I am working on the Euler Project archives. I used Trial Division to try to find the prime factorization of a large number, but learned it was very slow (all algorithms should run under 1 minute. Mine did not complete inside of 10 minutes). I finally broke down and looked at someone else's code, but I don't fully understand it.
For those who might not want to look at code, the algorithm works like this:
- Given a number $n$, count the number of times n = n/2 without resulting in a remainder. This gives you all the instances of 2 in
the prime factorization. - n must now be an odd number. Start dividing $n = n/i$ for i = $3, 5, 7, 9, …,\sqrt{n}$. For each division without a remainder, we count $i$ as a prime number. It is important to note that we divide $n/i$ for $i = 3$ until $n/3$ provides a remainder.

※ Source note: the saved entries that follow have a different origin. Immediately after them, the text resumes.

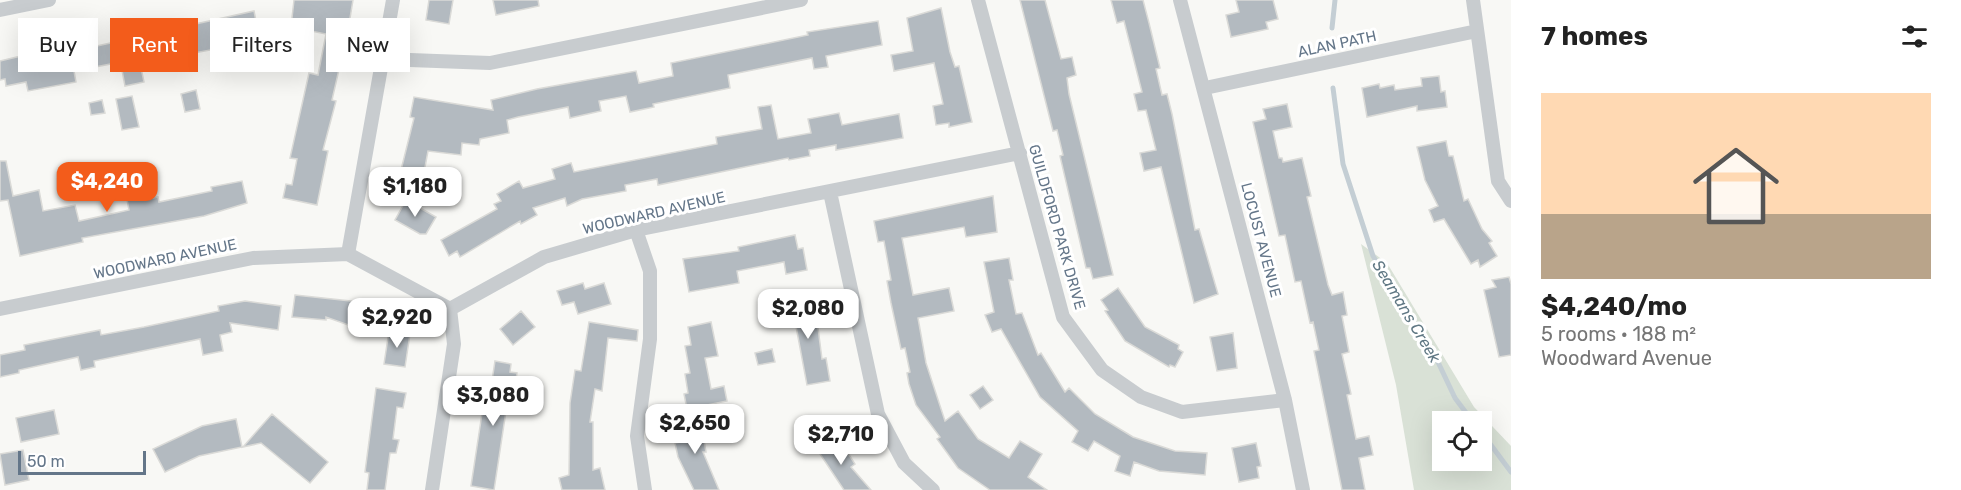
<!DOCTYPE html>
<meta charset="utf-8">
<style>
body{margin:0;font-family:Rubik,sans-serif;background:#f6f6f6;color:#222;height:100vh;display:flex;flex-direction:column;font-size:22px;white-space:nowrap}
*{box-sizing:border-box;margin:0}
p{font-size:20px;color:#767676}
.icon{flex:none;width:33px;height:33px;fill:none;stroke:currentColor;stroke-width:2;stroke-linecap:round;stroke-linejoin:round}
.map{position:relative;flex:1;overflow:hidden}
.sheet{display:flex;flex-direction:column;background:#fff;width:450px}
.sheet>*{flex:none}
.banner{position:absolute;left:18px;top:18px;width:570px;height:54px;display:flex;gap:12px}
.fabs{position:absolute;left:1432px;top:411px;display:grid;gap:12px}
.fabs a{display:grid;place-items:center;width:60px;height:60px;border-radius:0px;background:#fff;box-shadow:0 6px 24px #0002;font-size:30px}
.scale{position:absolute;left:18px;bottom:15px;width:128px;box-sizing:border-box;padding-left:6px;border:3px solid #647689;border-top:0;font-size:16px;line-height:21px;white-space:nowrap;color:#647689;-webkit-text-stroke:4px #fff;paint-order:stroke}
.price{position:absolute;translate:-50% -51px;padding:0 14px;border-radius:12px;background:#fff;color:#222;font-size:20px;line-height:39px;filter:drop-shadow(0 2px 3px #0008)}
.price::after{content:'';position:absolute;left:50%;top:36px;width:18px;height:14px;margin-left:-9px;background:inherit;clip-path:polygon(0 0,100% 0,50% 100%)}
.price.active{background:#f35c1b;color:#fff}
ul{padding:0;list-style:none}
li{display:grid;align-content:center;gap:12px;height:318px;padding:0 30px}
li+li{border-top:2px solid #e0e0e0}
li span{display:grid;place-items:center;height:186px;border-radius:0px;color:#555}
li>.icon{margin-inline-start:auto}
span .icon{width:108px;height:108px;fill:#fffc;stroke-width:1}
li b{font-size:26px}
h2{display:flex;justify-content:space-between;align-items:center;height:72px;padding:0 30px;font-size:26px}
.tag{padding:0 21px;border-radius:0px;background:#fff;box-shadow:0 6px 24px #0002;font-size:21px;line-height:54px}
.tag.active{background:#f35c1b;color:#fff}
main{display:flex;flex:1;min-height:0}
.map>svg:first-child{display:block}
.green{fill:#d9e1d6;fill-rule:evenodd}
.lines{fill:none;stroke-linecap:round;stroke-linejoin:round}
.stream{stroke:#c4ced4;stroke-width:5}
.building{fill:#b3bac0;stroke:#dadad7;stroke-width:1.5}
.minor{stroke:#c8cccf;stroke-width:14}
.labels{text-anchor:middle;stroke-width:6;stroke-linejoin:round;paint-order:stroke}
.street-label{font-size:15px;fill:#647689;stroke:#fff}
.water-label{font-size:16px;font-style:italic;fill:#607884;stroke:#fff}
</style>
<main>
<div class="map">
<svg width="1511" height="490" viewBox="0 0 1511 490">
<rect width="100%" height="100%" fill="#f8f8f5"/>
<path class="green" d="M1361 244 1387 263 1474 407 1511 446V490H1414L1396 385ZM1443 422H1482V460H1443Z"/>
<g class="lines">
<path class="stream" d="M1332 28 1335 0
M1333 88 1343 164 1373 256 1437 360 1455 398 1473 422
M1482 433 1511 472"/>
</g>
<path class="building" d="M294 0H353L349 24 344 23 339 51 343 52 332 100 336 101 323 150 328 151 317 205 283 198 286 184 292 185 297 159 290 158 309 73 318 75 326 34 291 27Z
M429 0H453L449 24 426 20Z
M493 0H538L539 6 496 15Z
M1020 0H1045L1061 59 1072 57 1076 75 1067 78 1069 94 1113 275 1093 279 1090 268H1086L1060 156 1063 155 1057 130 1053 131Z
M1111 0H1143L1149 23 1160 68 1156 69 1162 95 1167 94 1172 114 1195 230 1199 229 1218 294 1194 303 1161 167 1144 171 1140 153 1156 150 1146 110 1138 111 1134 94 1142 92 1124 21 1117 23Z
M1236 0H1273L1278 19 1266 22 1268 29 1231 37 1226 15 1239 12Z
M941 8 950 52 955 67 959 66 972 122 949 127V123L936 125 933 106 943 104 934 63 894 71 891 55 913 51 907 18Z
M254 11 259 36 231 41 232 46 140 63 144 82 125 86 121 65H116V63L74 71 76 82 28 91 26 82 6 86 5 79 0 80V61L21 56 22 60 52 56Z
M878 21 882 45 826 56 828 67 814 69 812 58 728 75 730 88 653 104 654 107 630 112 626 96 599 101 601 111 570 118 568 107 518 117 507 120 509 133 480 139 479 145 462 143 461 155 428 151 423 178 400 174 414 118 410 117 414 97 493 110 491 100 537 89 636 71 639 83 673 76 671 63 808 35 807 32Z
M1439 76 1441 92 1445 91 1447 107 1417 111V106L1367 117 1362 88 1379 84 1380 88 1394 85 1395 90 1422 86 1421 78Z
M196 90 200 109 185 112 181 94Z
M132 96 139 127 122 130 116 99Z
M102 100 105 113 91 115 89 103Z
M1287 104 1292 127 1273 131 1279 158H1282L1283 162 1302 158 1311 196 1307 197 1328 285 1332 295 1343 292 1347 315 1342 316 1349 352 1342 354 1351 394 1347 395 1356 439 1369 436 1373 455 1359 458 1365 490H1342L1314 351 1319 350 1313 322 1310 323 1301 281 1295 282 1285 235 1279 236 1253 122 1266 119 1263 109Z
M771 105 778 139 811 133 808 119 839 113 842 125 899 114 903 138 836 150V145L809 150 810 156 789 160 788 158 658 185 657 179 625 185 626 191 582 199 567 206 565 198 533 208 537 215 521 224 520 221 460 257 457 251 449 256 441 240 497 209 494 204 501 201 497 194 519 181 523 188 555 179 552 169 571 163 574 172 717 144 716 137 762 129 758 107Z
M1446 141 1449 156H1453L1464 201 1468 199 1482 229 1492 241 1489 243 1497 256 1480 267 1478 260 1471 264 1444 219 1434 222 1429 210 1438 206 1425 180 1417 147Z
M0 161H6L13 196 39 190 43 211 75 205 79 221 129 210 122 173 142 169 145 186 151 185 153 198 158 197 159 202 212 191 211 187 242 181 247 203 204 216 82 238 83 242 20 256 8 200 0 201Z
M993 196 997 232 966 237 964 227 902 238 913 295 949 288 954 311 918 318 926 363 945 421 958 411 978 439 1009 458 1020 441 1042 454 1028 477 1047 490H990L958 468 937 439 940 437 916 405 909 384 907 373 910 372 905 348 901 349 891 303 887 281 891 280 884 241 878 242 874 221Z
M406 200 436 217 426 234H420L395 220Z
M795 235 798 249 803 248 807 270 786 274 784 262 737 271 739 283 689 292 683 259 739 251 738 247Z
M1009 258 1013 280H1009L1016 314 1022 313 1038 355 1041 353 1065 392 1069 388 1095 414 1133 437 1175 451 1207 453 1205 475 1159 471 1134 462 1130 476 1115 471 1120 456 1094 441 1088 451 1072 442 1078 431 1040 397 1001 329 992 332 985 315 994 312 984 262Z
M1509 277 1511 284V355L1499 357 1484 290 1496 287 1492 280Z
M583 283 585 289 604 283 611 304 578 314 574 302 562 305 557 291Z
M1118 288 1145 327 1179 345 1178 349 1183 352 1175 367 1170 365 1169 367 1125 341 1105 311 1108 310 1101 300Z
M295 295 351 301 379 311 371 333 326 317V320L292 317Z
M810 300 812 313 816 312 822 359 826 358 830 381 807 385 795 321 783 324 780 306Z
M245 301 281 306 278 330 230 323 232 332 220 335 223 351 203 355 200 339 94 361 95 367 81 370 78 357 19 370V373L0 377V355L25 350 24 345 100 330 101 335 144 327 219 311 218 306Z
M521 311 535 327 513 345 500 329Z
M589 322 638 330 637 341 608 338 602 391 595 389 590 422H593V470L600 468 605 490H562L559 478 569 475 570 403 575 370 581 371Z
M711 322 718 356 705 358 711 389 724 386 727 401 687 409 684 394 688 393 685 374 690 373 685 346 691 345 688 327Z
M389 331 410 334 405 367 384 364Z
M1233 333 1237 368 1217 371 1210 337Z
M772 349 775 362 758 365 755 353Z
M495 361 511 364 510 372 517 373 513 398H508L494 490 471 486 483 407H488Z
M983 386 993 400 980 409 970 395Z
M376 388 406 393 403 408 397 407 393 439 399 440 396 453H390L385 490H367L369 473 365 472Z
M54 410 59 434 21 442 16 418Z
M272 414 328 462 310 483 261 443 243 447Z
M700 417 706 452H703L719 490H694L678 457 675 443 681 442 677 421Z
M236 419 242 447 199 456 165 472 153 449 202 426Z
M832 437 840 449 844 447 855 464 851 467 871 490H844L816 448Z
M1256 443 1261 466 1257 467 1259 478 1239 482 1232 448Z
M23 450 29 480 5 485 0 454Z"/>
<g class="lines">
<path class="minor" d="M978 0 1063 317 1102 370 1141 397 1182 412 1285 400
M1180 0 1285 400 1303 490
M1473 0 1498 181 1511 201
M0 10 49 0
M383 59 490 63 801 0
M1205 88 1477 31
M830 192 878 414 904 463 933 490
M636 230 650 271V339L637 436 645 490
M348 254 393 0
M0 309 253 258 348 254 450 309 544 257 636 230 1020 153
M432 490 454 344 450 309"/>
</g>
<g class="labels">
<g class="street-label">
<text transform="translate(1337 44) rotate(-12)" y="5">ALAN PATH</text>
<text transform="translate(654 213) rotate(-13)" y="5">WOODWARD AVENUE</text>
<text transform="translate(1057 227) rotate(74)" y="5">GUILDFORD PARK DRIVE</text>
<text transform="translate(1261 240) rotate(75)" y="5">LOCUST AVENUE</text>
<text transform="translate(165 259) rotate(-12)" y="5">WOODWARD AVENUE</text>
</g>
<g class="water-label">
<text transform="translate(1407 311) rotate(59)" y="6">Seamans Creek</text>
</g>
</g>
</svg>
<div class="fabs">
<a><svg class="icon" aria-label="locate" viewBox="0 0 24 24"><circle cx="12" cy="12" r="6"/><path d="M12 2v4M12 18v4M2 12h4M18 12h4"/></svg></a>
</div>
<div class="scale">50 m</div>
<b class="price active" style="left:107px;top:213px">$4,240</b>
<b class="price" style="left:415px;top:218px">$1,180</b>
<b class="price" style="left:808px;top:340px">$2,080</b>
<b class="price" style="left:397px;top:349px">$2,920</b>
<b class="price" style="left:493px;top:427px">$3,080</b>
<b class="price" style="left:695px;top:455px">$2,650</b>
<b class="price" style="left:841px;top:466px">$2,710</b>
<div class="banner">
<a class="tag">Buy</a>
<a class="tag active">Rent</a>
<a class="tag">Filters</a>
<a class="tag">New</a>
</div>
</div>
<section class="sheet">
<h2>7 homes<svg class="icon" aria-label="filters" viewBox="0 0 24 24"><path d="M4 7h16M4 17h16"/><circle cx="9" cy="7" r="2"/><circle cx="15" cy="17" r="2"/></svg></h2>
<ul>
<li><span style="background:linear-gradient(#ffd9b3 65%,#b9a48a 0)"><svg class="icon" aria-label="home" viewBox="0 0 24 24"><path d="M3 11l9-7 9 7M6 9v11h12V9"/></svg></span><div><b>$4,240/mo</b><p>5 rooms · 188 m²</p><p>Woodward Avenue</p></div></li>
</ul>
</section>
</main>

Only then do we increment to $i = 5$.
- If $n > 2$ at this point, this is our last prime factor.
Now the step that I can't convince myself of is step 2.
My specific question: What guarantees that when we reach $i = 9$, that it doesn't divide evenly into $n$, resulting in 9 being incorrectly labelled as a prime factor?
The code pertaining to my specific question is commented in all CAPS below.
def prime_factors(n):
# Print the number of two's that divide n
while n % 2 == 0:
print(2)
n = n / 2
# n must be odd at this point
# so a skip of 2 ( i = i + 2) can be used
# HERE IS WHERE I GET CONFUSED. 3,5, AND 7 are PRIME,
# BUT WHAT GUARANTEES THAT i NEVER REACHES 9, WHICH IS NOT PRIME?
for i in range(3, int(math.sqrt(n)) + 1, 2):
# while i divides n , print i ad divide n
while n % i == 0:
print(i)
n = n / i
# Condition if n is a prime
# number greater than 2
if n > 2:
print(n)
Best Answer
You divided out all the factors of $3$ from $n$ by the time you reached $i=9$, so $n$ can no longer be divisible by $9$.
In general $n$ is divisible by $i$ if and only if it is divisible by all divisors of $i$. Within your algorithm, by the time the loop reaches a given number $i$, $n$ has been modified such that it is no longer divisible by any numbers strictly less than $i$. Therefore at this stage of the procedure, $n$ can only be divisible by $i$ if $i$ is prime.